— Work to complete —
What you return should be each line of the data containing the string "Centro".

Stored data

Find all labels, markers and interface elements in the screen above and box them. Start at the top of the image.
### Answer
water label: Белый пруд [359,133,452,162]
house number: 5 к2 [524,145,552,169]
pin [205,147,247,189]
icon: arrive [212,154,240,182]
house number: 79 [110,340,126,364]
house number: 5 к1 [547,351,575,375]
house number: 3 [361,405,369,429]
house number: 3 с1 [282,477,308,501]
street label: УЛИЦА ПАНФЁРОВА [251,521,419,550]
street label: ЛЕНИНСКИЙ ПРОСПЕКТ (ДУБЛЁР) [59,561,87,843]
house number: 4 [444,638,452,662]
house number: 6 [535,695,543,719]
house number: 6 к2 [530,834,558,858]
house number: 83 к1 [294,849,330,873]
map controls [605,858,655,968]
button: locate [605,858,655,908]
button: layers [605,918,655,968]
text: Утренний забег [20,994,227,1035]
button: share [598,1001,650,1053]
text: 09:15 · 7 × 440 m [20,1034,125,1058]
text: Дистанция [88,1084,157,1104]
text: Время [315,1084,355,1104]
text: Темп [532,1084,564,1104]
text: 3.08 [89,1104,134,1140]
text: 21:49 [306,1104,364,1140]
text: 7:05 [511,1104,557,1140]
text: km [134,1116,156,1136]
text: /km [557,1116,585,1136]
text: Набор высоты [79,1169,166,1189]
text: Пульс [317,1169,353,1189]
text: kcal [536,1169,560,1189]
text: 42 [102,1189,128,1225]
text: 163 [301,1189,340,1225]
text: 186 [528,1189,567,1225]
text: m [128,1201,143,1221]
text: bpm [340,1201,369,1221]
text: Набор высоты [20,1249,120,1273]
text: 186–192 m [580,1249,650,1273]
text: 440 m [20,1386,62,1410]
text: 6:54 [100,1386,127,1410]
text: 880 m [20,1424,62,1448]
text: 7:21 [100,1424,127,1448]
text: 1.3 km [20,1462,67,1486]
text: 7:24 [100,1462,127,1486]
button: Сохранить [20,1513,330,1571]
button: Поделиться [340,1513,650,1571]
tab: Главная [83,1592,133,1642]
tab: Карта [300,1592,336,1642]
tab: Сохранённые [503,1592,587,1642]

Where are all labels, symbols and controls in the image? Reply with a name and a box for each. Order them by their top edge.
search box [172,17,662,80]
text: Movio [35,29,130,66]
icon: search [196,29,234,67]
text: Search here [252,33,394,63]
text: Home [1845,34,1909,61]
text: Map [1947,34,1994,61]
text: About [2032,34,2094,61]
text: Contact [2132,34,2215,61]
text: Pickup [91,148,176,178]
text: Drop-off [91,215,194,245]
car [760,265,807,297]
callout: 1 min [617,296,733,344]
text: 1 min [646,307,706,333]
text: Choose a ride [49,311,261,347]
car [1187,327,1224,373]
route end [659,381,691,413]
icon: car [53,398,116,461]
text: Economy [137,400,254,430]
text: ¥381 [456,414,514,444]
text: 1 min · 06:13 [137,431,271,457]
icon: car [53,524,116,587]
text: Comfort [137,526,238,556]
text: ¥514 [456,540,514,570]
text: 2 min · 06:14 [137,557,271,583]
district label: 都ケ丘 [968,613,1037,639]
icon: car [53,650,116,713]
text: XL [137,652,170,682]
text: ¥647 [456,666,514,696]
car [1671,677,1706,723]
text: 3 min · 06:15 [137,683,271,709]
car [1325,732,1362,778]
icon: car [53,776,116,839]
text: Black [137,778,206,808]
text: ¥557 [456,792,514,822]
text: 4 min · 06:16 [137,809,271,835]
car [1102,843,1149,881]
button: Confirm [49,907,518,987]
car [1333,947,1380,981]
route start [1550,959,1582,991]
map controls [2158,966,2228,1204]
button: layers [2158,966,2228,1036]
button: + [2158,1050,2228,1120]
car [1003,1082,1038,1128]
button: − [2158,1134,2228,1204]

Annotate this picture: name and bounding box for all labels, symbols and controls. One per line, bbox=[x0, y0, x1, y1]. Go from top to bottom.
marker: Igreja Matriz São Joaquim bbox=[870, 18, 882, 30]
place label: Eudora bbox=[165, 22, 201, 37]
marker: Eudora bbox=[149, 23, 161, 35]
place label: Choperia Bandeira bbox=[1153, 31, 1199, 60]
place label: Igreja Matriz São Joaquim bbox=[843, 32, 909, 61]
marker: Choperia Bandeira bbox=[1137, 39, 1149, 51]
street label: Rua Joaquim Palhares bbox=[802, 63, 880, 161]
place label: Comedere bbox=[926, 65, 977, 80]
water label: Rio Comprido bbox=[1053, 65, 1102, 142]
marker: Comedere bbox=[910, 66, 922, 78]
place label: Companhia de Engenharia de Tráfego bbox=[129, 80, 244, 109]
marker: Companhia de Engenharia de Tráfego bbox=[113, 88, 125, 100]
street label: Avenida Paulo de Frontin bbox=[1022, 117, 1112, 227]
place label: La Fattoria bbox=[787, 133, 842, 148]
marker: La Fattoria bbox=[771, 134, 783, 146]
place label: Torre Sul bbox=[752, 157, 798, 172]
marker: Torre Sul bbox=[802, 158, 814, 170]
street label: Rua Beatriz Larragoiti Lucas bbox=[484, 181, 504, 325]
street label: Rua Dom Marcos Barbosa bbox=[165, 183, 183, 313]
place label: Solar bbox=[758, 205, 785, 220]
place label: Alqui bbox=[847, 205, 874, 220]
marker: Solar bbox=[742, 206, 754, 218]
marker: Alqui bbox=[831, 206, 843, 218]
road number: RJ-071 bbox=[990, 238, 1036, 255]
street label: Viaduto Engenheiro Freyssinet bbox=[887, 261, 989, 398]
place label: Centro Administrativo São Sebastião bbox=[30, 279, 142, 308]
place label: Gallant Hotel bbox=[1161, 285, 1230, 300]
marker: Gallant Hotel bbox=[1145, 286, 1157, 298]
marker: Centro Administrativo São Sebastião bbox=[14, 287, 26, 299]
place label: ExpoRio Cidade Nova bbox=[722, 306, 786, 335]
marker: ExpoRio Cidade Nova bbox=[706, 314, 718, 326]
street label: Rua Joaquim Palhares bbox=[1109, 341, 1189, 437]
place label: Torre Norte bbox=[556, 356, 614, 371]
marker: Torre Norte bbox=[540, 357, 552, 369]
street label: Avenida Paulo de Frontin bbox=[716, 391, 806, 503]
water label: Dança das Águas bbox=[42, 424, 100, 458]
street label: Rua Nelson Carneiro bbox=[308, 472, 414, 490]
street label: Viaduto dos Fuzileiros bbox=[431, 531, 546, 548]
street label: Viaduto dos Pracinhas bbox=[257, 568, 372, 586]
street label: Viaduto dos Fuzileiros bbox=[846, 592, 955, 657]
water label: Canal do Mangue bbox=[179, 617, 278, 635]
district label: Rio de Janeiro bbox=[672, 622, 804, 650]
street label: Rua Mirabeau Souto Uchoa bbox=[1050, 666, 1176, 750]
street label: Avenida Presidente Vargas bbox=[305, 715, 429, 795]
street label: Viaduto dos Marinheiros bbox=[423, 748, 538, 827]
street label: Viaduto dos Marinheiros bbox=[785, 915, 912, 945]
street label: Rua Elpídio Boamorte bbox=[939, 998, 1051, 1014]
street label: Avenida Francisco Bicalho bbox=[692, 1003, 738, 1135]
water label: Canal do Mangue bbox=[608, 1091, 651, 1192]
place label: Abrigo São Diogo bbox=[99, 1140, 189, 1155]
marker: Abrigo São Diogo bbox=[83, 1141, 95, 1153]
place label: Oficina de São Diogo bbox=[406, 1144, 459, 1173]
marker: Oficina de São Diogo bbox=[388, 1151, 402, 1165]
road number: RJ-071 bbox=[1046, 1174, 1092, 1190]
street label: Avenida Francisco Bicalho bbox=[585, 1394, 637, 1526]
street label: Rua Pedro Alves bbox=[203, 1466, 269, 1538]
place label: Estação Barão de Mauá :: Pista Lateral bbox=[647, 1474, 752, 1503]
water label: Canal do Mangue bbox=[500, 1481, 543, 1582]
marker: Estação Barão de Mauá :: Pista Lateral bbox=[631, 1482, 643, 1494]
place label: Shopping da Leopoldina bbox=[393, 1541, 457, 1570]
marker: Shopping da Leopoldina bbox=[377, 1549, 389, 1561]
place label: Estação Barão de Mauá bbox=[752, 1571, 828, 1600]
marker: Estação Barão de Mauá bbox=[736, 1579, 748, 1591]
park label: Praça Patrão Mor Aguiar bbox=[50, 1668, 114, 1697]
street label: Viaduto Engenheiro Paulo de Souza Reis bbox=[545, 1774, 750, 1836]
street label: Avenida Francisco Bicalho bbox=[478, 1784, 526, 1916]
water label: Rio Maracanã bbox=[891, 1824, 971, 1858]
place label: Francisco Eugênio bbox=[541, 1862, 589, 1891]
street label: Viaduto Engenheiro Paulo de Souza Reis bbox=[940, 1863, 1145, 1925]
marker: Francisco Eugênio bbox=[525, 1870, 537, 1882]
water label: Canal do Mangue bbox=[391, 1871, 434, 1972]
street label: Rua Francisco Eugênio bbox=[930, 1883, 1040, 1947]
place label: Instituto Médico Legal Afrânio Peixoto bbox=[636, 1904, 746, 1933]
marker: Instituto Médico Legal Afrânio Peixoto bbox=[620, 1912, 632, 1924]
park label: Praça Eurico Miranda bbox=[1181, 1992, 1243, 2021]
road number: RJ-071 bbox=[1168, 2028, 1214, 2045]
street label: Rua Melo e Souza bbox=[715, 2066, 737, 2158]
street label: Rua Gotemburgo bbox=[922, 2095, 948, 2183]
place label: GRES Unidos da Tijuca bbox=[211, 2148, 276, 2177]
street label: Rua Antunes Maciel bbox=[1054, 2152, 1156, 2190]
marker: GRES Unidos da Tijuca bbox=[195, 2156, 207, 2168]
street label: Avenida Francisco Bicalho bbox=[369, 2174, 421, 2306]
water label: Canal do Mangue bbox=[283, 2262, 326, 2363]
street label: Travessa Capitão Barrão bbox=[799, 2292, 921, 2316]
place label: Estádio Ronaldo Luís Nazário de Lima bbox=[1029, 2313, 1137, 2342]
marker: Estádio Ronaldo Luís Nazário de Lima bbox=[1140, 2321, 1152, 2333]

— Answer to the problem —
place label: Centro Administrativo São Sebastião bbox=[30, 279, 142, 308]
marker: Centro Administrativo São Sebastião bbox=[14, 287, 26, 299]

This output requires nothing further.